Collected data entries
******************************

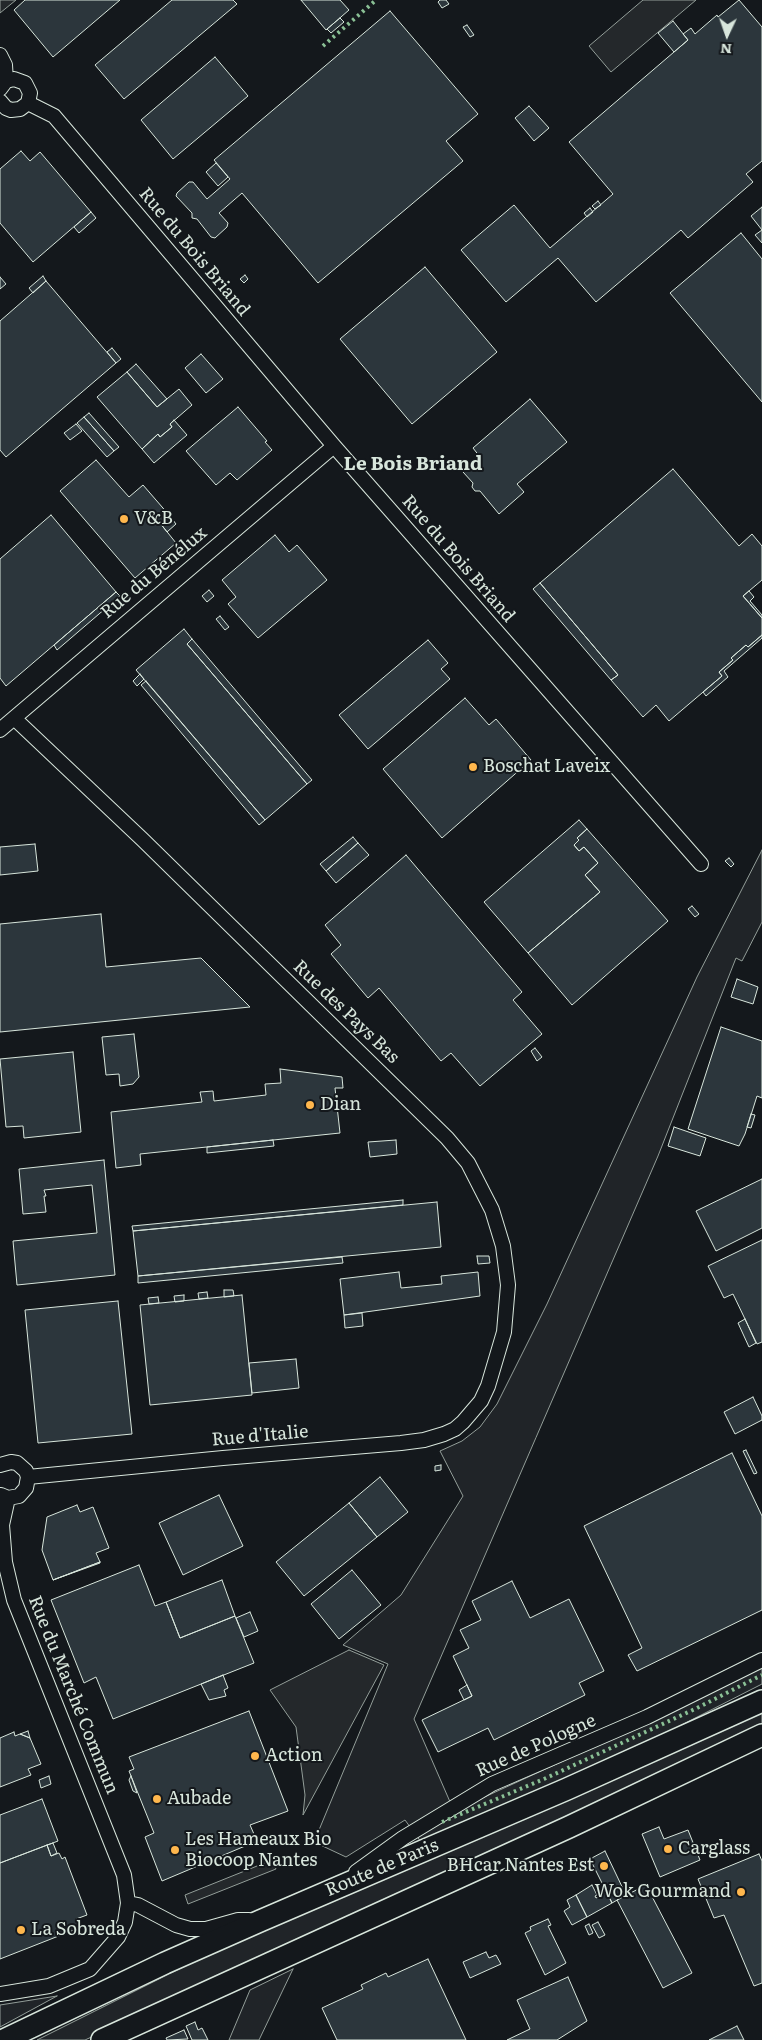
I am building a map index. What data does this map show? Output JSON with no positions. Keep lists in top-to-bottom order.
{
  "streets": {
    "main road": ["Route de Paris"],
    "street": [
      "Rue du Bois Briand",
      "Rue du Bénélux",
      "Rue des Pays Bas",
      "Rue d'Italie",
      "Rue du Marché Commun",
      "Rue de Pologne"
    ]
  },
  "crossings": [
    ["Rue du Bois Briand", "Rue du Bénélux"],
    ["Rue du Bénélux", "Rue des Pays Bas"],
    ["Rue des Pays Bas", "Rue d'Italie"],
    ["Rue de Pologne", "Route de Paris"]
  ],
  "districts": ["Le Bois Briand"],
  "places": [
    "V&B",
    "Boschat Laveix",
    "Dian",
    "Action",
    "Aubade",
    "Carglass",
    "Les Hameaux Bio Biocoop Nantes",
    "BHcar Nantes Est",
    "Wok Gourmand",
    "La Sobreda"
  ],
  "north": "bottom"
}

******************************

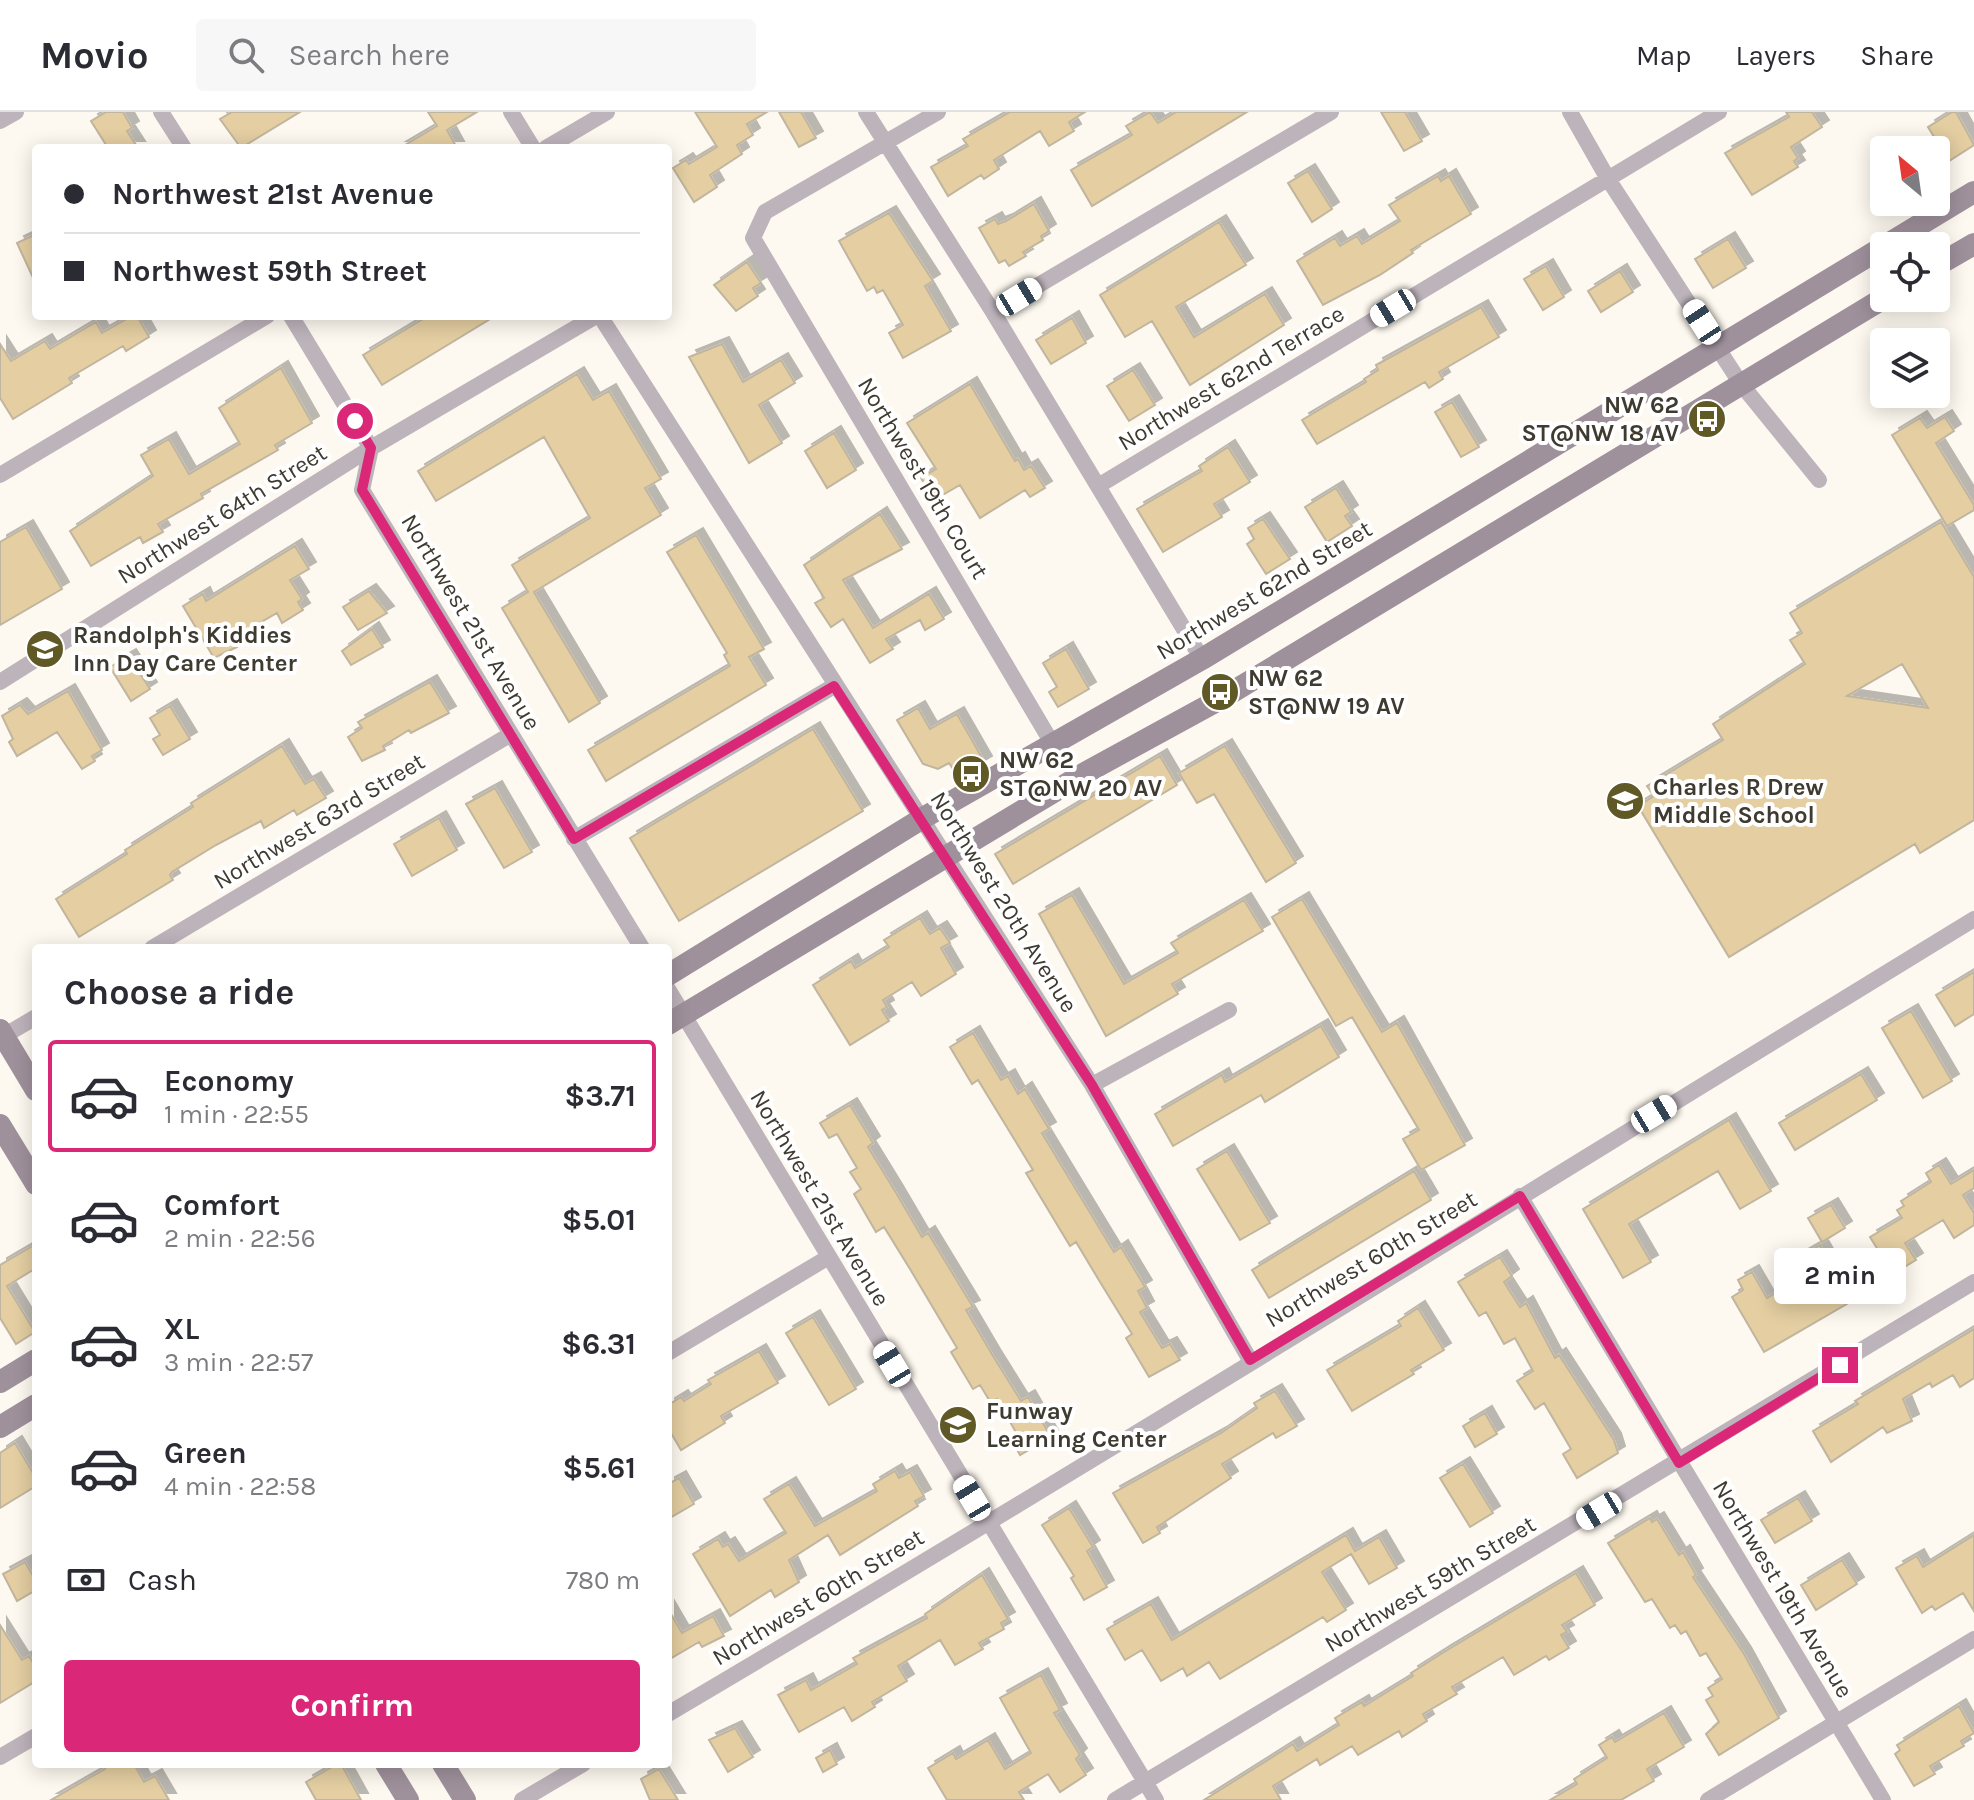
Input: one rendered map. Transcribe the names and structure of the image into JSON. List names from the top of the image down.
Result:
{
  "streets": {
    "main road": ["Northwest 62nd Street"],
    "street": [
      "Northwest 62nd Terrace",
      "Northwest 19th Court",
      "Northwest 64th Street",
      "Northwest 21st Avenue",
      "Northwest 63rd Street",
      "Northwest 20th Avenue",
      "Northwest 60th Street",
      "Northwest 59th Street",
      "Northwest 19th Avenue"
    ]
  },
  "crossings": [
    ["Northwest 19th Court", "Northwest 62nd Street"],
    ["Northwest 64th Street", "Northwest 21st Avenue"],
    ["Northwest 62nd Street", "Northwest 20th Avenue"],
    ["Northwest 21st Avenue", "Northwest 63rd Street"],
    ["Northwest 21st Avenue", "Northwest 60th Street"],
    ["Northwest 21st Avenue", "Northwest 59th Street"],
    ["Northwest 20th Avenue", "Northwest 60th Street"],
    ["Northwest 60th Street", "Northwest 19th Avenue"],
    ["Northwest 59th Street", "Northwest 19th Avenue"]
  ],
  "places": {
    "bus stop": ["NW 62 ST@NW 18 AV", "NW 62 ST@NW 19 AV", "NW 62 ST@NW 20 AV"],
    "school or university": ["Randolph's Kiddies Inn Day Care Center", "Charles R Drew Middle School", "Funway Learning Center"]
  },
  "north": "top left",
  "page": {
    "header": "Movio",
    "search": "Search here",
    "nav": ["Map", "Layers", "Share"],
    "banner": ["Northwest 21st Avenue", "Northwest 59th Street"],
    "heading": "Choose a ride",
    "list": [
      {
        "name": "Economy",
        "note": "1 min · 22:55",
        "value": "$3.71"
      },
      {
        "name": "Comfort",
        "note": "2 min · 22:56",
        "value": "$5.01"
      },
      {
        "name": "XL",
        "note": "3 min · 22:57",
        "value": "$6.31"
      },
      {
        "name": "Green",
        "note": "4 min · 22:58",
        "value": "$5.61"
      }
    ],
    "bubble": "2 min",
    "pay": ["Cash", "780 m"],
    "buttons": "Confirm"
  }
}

******************************

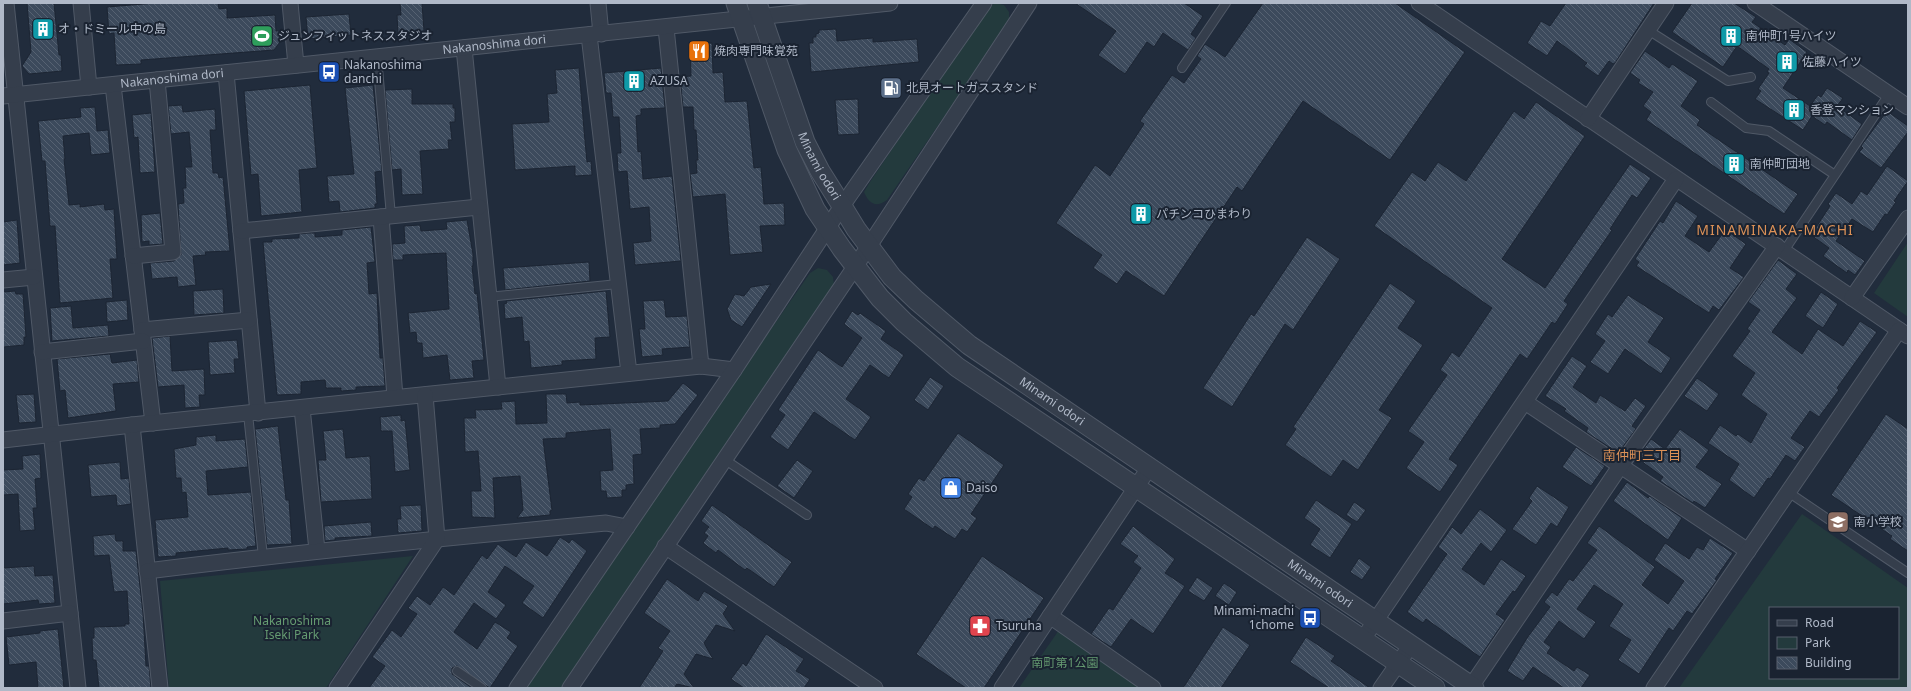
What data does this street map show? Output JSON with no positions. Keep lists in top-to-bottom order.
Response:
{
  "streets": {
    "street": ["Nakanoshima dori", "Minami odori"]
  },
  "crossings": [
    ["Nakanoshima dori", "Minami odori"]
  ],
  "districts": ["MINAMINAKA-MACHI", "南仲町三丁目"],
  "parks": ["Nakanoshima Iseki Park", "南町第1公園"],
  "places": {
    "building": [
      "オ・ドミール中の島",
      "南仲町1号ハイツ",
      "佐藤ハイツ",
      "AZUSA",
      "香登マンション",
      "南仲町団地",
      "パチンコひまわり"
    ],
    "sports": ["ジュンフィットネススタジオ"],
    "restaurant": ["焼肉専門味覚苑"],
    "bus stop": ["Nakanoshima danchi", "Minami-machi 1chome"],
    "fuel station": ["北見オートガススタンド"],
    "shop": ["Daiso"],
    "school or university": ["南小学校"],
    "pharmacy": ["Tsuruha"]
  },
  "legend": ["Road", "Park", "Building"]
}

******************************

§ Goal of the exercise:
Using the records above, pull out each line where the word "lists" occurs.

§ Final answer:
I am building a map index. What data does this map show? Output JSON with no positions. Keep lists in top-to-bottom order.
What data does this street map show? Output JSON with no positions. Keep lists in top-to-bottom order.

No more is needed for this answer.